Cathedral Metropolitana di San Pietro
St. Pietro is the city cathedral and was made by Pope Gregorio XIII in 1582 seat of the Archbishop (Metropolitana). The building saw its origins in the early Christian era even if the first evidences date back to the 10th century; in the past centuries a baptistery was located in front of the façade.
Next to the church was a cylindrical bell tower similar to the ones in Ravenna, today hidden being contained in the powerful Romanesque church tower which was built during the 12th and 13th centuries.

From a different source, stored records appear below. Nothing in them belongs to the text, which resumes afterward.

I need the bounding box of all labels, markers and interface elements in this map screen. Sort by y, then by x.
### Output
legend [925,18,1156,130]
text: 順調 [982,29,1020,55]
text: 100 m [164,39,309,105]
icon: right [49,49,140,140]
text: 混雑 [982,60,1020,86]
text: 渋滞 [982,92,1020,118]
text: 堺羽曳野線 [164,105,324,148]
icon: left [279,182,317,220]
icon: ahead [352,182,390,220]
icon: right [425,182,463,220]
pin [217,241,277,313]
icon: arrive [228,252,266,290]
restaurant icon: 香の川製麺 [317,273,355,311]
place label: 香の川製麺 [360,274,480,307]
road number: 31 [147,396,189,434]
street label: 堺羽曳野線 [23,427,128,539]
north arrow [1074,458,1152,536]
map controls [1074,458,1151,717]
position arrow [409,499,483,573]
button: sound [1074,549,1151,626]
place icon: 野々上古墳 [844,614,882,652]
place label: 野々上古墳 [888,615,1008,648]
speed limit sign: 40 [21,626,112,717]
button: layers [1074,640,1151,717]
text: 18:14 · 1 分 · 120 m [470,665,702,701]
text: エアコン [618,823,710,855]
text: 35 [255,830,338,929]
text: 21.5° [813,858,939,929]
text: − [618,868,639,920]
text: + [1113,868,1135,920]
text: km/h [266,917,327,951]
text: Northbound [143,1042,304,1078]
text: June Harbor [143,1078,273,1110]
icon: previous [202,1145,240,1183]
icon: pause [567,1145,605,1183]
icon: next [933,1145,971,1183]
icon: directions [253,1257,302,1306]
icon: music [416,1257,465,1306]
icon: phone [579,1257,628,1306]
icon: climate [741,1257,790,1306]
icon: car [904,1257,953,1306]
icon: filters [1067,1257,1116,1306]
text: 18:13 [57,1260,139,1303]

The cathedral was rebuilt after a violent fire broke out in 1141 and then consecrated by Pope Lucio III. A rich marble side prothyrum (the lion door) and a rose window on the front façade were added in the 13th century and in 1396 a portico was also added, then reconstructed in the second half of the 15th century.
Between the end of the 16th and the beginning of the 17th century the church was radically restored by various architects and for this reason it lost every trace of the primitive Romanesque-Gothic structure.
The foundation stone was laid on the 26th of March, 1605.
On the initiative of Pope Benedetto XIV from Bologna the church was enhanced with a new façade planned by Alfonso Torreggiani.
Inside the cathedral some paintings and frescoes are noteworthy: the Annuciation by Lodovico Carracci in the lunette of the high altar (1619), the frescoes in the presbytery vault and in the apse (1579), a Crucifixion made with polychromatic cedarwood of the 12th century (already present in the Romanesque cathedral) and the group of terracotta statues representing the Mourning around the Dead Christ by Alfonso Lombardi (1522-26).